Task goal >>
A word-for-word repetition of all the entries is needed.

(Saved data entries)
>>

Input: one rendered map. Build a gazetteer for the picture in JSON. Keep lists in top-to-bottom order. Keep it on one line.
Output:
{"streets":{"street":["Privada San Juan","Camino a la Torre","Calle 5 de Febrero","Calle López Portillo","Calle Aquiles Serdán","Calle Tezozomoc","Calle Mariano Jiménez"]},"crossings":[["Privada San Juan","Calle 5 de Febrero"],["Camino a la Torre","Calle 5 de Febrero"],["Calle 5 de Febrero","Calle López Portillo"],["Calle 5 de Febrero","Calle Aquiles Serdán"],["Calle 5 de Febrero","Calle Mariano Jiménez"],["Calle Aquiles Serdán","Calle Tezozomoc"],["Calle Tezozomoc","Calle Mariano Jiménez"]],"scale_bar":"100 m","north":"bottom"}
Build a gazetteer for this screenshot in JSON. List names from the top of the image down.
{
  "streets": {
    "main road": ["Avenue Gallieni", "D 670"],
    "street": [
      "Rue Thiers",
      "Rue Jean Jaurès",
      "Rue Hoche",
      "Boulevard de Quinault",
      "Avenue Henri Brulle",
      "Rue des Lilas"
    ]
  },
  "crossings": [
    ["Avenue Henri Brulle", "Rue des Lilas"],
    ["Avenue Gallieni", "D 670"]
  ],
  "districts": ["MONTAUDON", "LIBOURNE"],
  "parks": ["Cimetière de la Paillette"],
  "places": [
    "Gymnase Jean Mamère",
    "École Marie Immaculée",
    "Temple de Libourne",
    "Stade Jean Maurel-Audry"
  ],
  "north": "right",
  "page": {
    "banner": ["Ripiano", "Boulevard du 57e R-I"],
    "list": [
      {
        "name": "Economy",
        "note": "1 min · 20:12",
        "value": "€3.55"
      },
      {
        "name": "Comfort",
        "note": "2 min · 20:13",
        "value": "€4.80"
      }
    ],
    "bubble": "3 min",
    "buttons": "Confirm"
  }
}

<<

Solution for this problem >>
Input: one rendered map. Build a gazetteer for the picture in JSON. Keep lists in top-to-bottom order. Keep it on one line.
Output:
{"streets":{"street":["Privada San Juan","Camino a la Torre","Calle 5 de Febrero","Calle López Portillo","Calle Aquiles Serdán","Calle Tezozomoc","Calle Mariano Jiménez"]},"crossings":[["Privada San Juan","Calle 5 de Febrero"],["Camino a la Torre","Calle 5 de Febrero"],["Calle 5 de Febrero","Calle López Portillo"],["Calle 5 de Febrero","Calle Aquiles Serdán"],["Calle 5 de Febrero","Calle Mariano Jiménez"],["Calle Aquiles Serdán","Calle Tezozomoc"],["Calle Tezozomoc","Calle Mariano Jiménez"]],"scale_bar":"100 m","north":"bottom"}
Build a gazetteer for this screenshot in JSON. List names from the top of the image down.
{
  "streets": {
    "main road": ["Avenue Gallieni", "D 670"],
    "street": [
      "Rue Thiers",
      "Rue Jean Jaurès",
      "Rue Hoche",
      "Boulevard de Quinault",
      "Avenue Henri Brulle",
      "Rue des Lilas"
    ]
  },
  "crossings": [
    ["Avenue Henri Brulle", "Rue des Lilas"],
    ["Avenue Gallieni", "D 670"]
  ],
  "districts": ["MONTAUDON", "LIBOURNE"],
  "parks": ["Cimetière de la Paillette"],
  "places": [
    "Gymnase Jean Mamère",
    "École Marie Immaculée",
    "Temple de Libourne",
    "Stade Jean Maurel-Audry"
  ],
  "north": "right",
  "page": {
    "banner": ["Ripiano", "Boulevard du 57e R-I"],
    "list": [
      {
        "name": "Economy",
        "note": "1 min · 20:12",
        "value": "€3.55"
      },
      {
        "name": "Comfort",
        "note": "2 min · 20:13",
        "value": "€4.80"
      }
    ],
    "bubble": "3 min",
    "buttons": "Confirm"
  }
}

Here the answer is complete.